Eosinophils serve many functions in the body, including mediation of allergic responses, eradication of parasitic infections, and down-regulation of the inflammatory response. Eosinophilia is defined as the presence of an absolute eosinophil count of more than 500 per microliter of blood. Absolute eosinophil count refers to the number of circulating eosinophils in the peripheral blood expressed as cells per uL. Eosinophilia can be classified as mild (500-1500 eosinophils/μL), moderate (1500-5000 eosinophils/μL), or severe (>5000 eosinophils/μL).

Two terms commonly used to describe eosinophilia. Hypereosinophilia is defined as an absolute eosinophil count greater than 1500 eosinophils/μL on at least 2 occasions separated by at least 2 weeks. Patients with hypereosinophilia may have tissue infiltration by eosinophils which can cause inflammation, tissue damage, fibrosis, and thrombosis. The most commonly affected organs are the heart, lungs, gastrointestinal tract, and skin. 

The hypereosinophilic syndrome (HES) is defined by hypereosinophilia, eosinophil-mediated organ damage, and absence of alternative explanations for hypereosinophilia. HES is typically diagnosed at approximately 45 years of age and frequently affects the heart, lungs, bone marrow, skin, liver, and lymph nodes. Approximately one-fifth of patients develop venous or arterial thrombosis. 

HES is considered to be primary if it is caused by a stem cell, myeloid, or eosinophil neoplasm. Patient with primary HES often have mutations in genes PDGFRA, FDGFRB, and FGFR1. Secondary HES includes lymphoid variants, eosinophilic granulomatosis, and IgG4-related disease. 

Absolute eosinophilia also occurs in benign conditions such as allergic reactions and infectious diseases as well as neoplastic disorders such as myeloproliferative and lymphoproliferative diseases. Exposure history including occupation, recreational activities, medications, supplements and food consumption is an important aspect of the initial evaluation. Examples include a risk of; strongyloides infection in miners, ascariasis in slaughterhouse workers, and schistosomiasis in river rafters. 

Drug reactions to penicillin, cephalosporin, fluoroquinolones, NSAIDs, proton pump inhibitors, allopurinol, aspirin, hydrochlorthiazide, carbamazepine, phenytoin, and statins may be associated with eosinophilia. Manifestations of drug-induced eosinophilia can range from an asymptomatic eosinophilia to clinically significant end-organ involvement, such as the drug reaction with eosinophilia and systemic symptoms syndrome (DRESS). Symptoms of DRESS syndrome often develop 2 to 8 weeks after initiation of a new drug. 

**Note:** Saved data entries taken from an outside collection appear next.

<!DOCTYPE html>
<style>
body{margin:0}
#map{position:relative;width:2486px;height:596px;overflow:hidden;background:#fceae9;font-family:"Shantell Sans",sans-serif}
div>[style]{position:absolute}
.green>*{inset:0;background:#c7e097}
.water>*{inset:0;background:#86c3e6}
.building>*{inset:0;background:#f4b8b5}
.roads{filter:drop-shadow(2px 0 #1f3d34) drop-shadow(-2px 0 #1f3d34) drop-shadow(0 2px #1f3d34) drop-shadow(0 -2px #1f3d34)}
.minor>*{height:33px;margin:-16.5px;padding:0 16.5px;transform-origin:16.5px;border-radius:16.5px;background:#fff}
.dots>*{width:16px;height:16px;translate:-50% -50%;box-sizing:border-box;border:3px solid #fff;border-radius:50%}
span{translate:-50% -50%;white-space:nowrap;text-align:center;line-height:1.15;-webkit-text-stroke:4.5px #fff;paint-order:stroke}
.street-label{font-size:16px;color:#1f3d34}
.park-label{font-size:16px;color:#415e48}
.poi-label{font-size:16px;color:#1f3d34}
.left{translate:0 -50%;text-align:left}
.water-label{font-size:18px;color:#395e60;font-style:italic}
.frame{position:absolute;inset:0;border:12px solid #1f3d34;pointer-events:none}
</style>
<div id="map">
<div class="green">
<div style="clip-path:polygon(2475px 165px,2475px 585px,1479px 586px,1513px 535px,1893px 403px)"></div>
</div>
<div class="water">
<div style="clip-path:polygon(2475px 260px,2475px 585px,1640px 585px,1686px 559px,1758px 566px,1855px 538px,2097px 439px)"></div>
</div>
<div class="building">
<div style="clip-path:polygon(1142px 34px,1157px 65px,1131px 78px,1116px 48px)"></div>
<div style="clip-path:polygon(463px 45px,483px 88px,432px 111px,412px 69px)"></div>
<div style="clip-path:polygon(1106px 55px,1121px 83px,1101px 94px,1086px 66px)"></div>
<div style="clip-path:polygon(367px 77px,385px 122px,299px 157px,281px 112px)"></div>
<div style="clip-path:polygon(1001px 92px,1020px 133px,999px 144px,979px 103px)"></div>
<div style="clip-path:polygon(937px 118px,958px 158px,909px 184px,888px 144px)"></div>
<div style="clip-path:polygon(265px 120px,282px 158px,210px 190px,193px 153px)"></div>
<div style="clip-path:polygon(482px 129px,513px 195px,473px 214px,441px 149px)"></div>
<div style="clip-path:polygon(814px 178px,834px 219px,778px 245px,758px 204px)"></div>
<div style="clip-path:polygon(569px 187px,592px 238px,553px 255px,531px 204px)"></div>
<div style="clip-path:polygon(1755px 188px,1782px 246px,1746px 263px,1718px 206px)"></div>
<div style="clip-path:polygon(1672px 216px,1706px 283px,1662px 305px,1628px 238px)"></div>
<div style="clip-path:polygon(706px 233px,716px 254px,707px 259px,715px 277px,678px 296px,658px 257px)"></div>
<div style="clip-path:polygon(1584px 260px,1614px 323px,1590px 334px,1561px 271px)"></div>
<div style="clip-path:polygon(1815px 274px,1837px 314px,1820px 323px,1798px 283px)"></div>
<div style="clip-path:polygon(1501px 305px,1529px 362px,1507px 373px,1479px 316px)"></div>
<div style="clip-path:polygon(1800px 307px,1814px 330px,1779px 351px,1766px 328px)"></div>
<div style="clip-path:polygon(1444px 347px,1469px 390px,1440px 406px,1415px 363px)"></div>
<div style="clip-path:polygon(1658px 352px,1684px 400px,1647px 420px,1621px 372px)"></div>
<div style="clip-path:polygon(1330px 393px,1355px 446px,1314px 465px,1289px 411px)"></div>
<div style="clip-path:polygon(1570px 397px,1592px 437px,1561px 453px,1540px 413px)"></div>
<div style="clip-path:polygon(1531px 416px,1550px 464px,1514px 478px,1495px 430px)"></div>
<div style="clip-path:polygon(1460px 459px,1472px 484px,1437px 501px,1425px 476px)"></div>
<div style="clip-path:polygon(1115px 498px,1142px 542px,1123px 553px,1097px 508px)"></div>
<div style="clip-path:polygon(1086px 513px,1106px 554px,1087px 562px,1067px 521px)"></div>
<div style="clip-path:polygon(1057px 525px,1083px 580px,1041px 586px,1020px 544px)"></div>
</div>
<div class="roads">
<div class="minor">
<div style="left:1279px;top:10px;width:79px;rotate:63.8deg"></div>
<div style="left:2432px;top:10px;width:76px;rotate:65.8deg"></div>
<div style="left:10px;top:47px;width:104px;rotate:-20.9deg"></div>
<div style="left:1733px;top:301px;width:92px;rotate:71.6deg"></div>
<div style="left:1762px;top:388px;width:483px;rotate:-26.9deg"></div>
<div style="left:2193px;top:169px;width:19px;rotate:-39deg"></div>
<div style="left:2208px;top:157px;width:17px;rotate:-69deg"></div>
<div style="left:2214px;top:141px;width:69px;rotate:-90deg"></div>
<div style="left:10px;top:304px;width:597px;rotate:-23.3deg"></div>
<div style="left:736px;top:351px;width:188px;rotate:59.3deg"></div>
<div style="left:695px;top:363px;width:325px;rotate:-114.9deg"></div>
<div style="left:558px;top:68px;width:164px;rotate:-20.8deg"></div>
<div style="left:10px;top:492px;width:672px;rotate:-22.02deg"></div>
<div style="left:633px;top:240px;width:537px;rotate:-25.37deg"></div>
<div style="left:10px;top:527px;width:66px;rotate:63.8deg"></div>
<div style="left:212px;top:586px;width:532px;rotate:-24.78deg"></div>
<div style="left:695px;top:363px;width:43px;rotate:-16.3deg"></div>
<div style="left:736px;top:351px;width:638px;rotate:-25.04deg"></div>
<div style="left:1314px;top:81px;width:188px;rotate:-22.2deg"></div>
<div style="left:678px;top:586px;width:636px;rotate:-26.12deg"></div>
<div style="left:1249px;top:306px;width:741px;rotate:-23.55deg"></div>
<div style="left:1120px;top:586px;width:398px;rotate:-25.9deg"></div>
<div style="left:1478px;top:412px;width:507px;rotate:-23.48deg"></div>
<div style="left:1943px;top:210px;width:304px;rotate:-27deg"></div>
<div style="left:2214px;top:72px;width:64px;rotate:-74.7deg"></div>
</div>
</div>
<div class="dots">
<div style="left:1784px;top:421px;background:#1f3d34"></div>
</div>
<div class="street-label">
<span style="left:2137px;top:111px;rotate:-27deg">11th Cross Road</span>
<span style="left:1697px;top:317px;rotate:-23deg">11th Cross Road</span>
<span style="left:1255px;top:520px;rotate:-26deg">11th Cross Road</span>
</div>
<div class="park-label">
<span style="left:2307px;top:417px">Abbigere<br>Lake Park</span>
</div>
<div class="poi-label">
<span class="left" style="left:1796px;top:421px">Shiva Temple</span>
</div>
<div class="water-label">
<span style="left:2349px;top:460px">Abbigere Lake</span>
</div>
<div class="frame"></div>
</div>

The following laboratory tests should be included in the initial workup of eosinophilia:

  • CBC with differential and peripheral blood smear review to detect abnormalities in other cell lines and dysplasia 
  • Serum creatinine and urinalysis for renal insufficiency
  • Serum vitamin B12 level which is often elevated in myeloproliferative disorders
  • Serologic testing for parasites especially for immigrants, patients with a history of travel or consumption of raw or incompletely cooked food. Possibilities include Strongyloides, Toxocara, Trichinella, Schistosomiasis, Ancylostomiasis, Ascariasis and Filariasis
  • Stool studies for ova and parasites
  • Liver function tests to assess hepatic involvement
  • Troponin levels to assess cardiac involvement
  • Flow cytometric analysis for lymphocyte subsets to detect lymphoproliferative disorders

The primary goal of the initial evaluation is to identify disorders requiring specific treatments such as parasitic infection, drug-hypersensitivity, or leukemia.

References

Valent P, et al. Proposed refined diagnostic criteria and classification of eosinophil disorders and related syndromes. Allergy. 2023;78:47-59.

Requena G, et al. Clinical profile and treatment in hypereosinophilic syndrome variants: a pragmatic review. Clin immunol Pract. 2022; 10:2125-2134.